Repeat the data in full. No line may differ from the original.

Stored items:
----

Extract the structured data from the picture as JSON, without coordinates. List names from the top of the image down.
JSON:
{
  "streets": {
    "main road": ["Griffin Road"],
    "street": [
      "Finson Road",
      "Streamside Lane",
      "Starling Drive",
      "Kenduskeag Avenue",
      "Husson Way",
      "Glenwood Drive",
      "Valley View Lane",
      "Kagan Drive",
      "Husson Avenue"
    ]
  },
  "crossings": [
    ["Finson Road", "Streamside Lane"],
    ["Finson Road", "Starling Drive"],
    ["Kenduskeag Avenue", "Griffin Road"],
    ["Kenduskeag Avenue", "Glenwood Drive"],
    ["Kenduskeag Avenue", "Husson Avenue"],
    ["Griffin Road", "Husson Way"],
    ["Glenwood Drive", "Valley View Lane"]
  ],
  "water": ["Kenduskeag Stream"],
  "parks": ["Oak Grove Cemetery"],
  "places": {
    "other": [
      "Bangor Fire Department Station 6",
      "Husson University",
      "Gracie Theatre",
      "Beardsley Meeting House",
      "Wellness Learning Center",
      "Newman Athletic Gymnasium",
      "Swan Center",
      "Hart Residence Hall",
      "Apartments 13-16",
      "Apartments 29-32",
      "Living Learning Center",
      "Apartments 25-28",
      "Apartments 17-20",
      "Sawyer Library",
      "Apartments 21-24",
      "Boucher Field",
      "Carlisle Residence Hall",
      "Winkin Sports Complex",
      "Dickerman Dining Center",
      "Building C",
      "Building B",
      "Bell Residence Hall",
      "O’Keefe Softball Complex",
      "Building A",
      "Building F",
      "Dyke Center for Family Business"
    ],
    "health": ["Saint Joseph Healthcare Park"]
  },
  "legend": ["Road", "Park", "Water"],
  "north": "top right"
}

----

# [Solution]
Extract the structured data from the picture as JSON, without coordinates. List names from the top of the image down.
JSON:
{
  "streets": {
    "main road": ["Griffin Road"],
    "street": [
      "Finson Road",
      "Streamside Lane",
      "Starling Drive",
      "Kenduskeag Avenue",
      "Husson Way",
      "Glenwood Drive",
      "Valley View Lane",
      "Kagan Drive",
      "Husson Avenue"
    ]
  },
  "crossings": [
    ["Finson Road", "Streamside Lane"],
    ["Finson Road", "Starling Drive"],
    ["Kenduskeag Avenue", "Griffin Road"],
    ["Kenduskeag Avenue", "Glenwood Drive"],
    ["Kenduskeag Avenue", "Husson Avenue"],
    ["Griffin Road", "Husson Way"],
    ["Glenwood Drive", "Valley View Lane"]
  ],
  "water": ["Kenduskeag Stream"],
  "parks": ["Oak Grove Cemetery"],
  "places": {
    "other": [
      "Bangor Fire Department Station 6",
      "Husson University",
      "Gracie Theatre",
      "Beardsley Meeting House",
      "Wellness Learning Center",
      "Newman Athletic Gymnasium",
      "Swan Center",
      "Hart Residence Hall",
      "Apartments 13-16",
      "Apartments 29-32",
      "Living Learning Center",
      "Apartments 25-28",
      "Apartments 17-20",
      "Sawyer Library",
      "Apartments 21-24",
      "Boucher Field",
      "Carlisle Residence Hall",
      "Winkin Sports Complex",
      "Dickerman Dining Center",
      "Building C",
      "Building B",
      "Bell Residence Hall",
      "O’Keefe Softball Complex",
      "Building A",
      "Building F",
      "Dyke Center for Family Business"
    ],
    "health": ["Saint Joseph Healthcare Park"]
  },
  "legend": ["Road", "Park", "Water"],
  "north": "top right"
}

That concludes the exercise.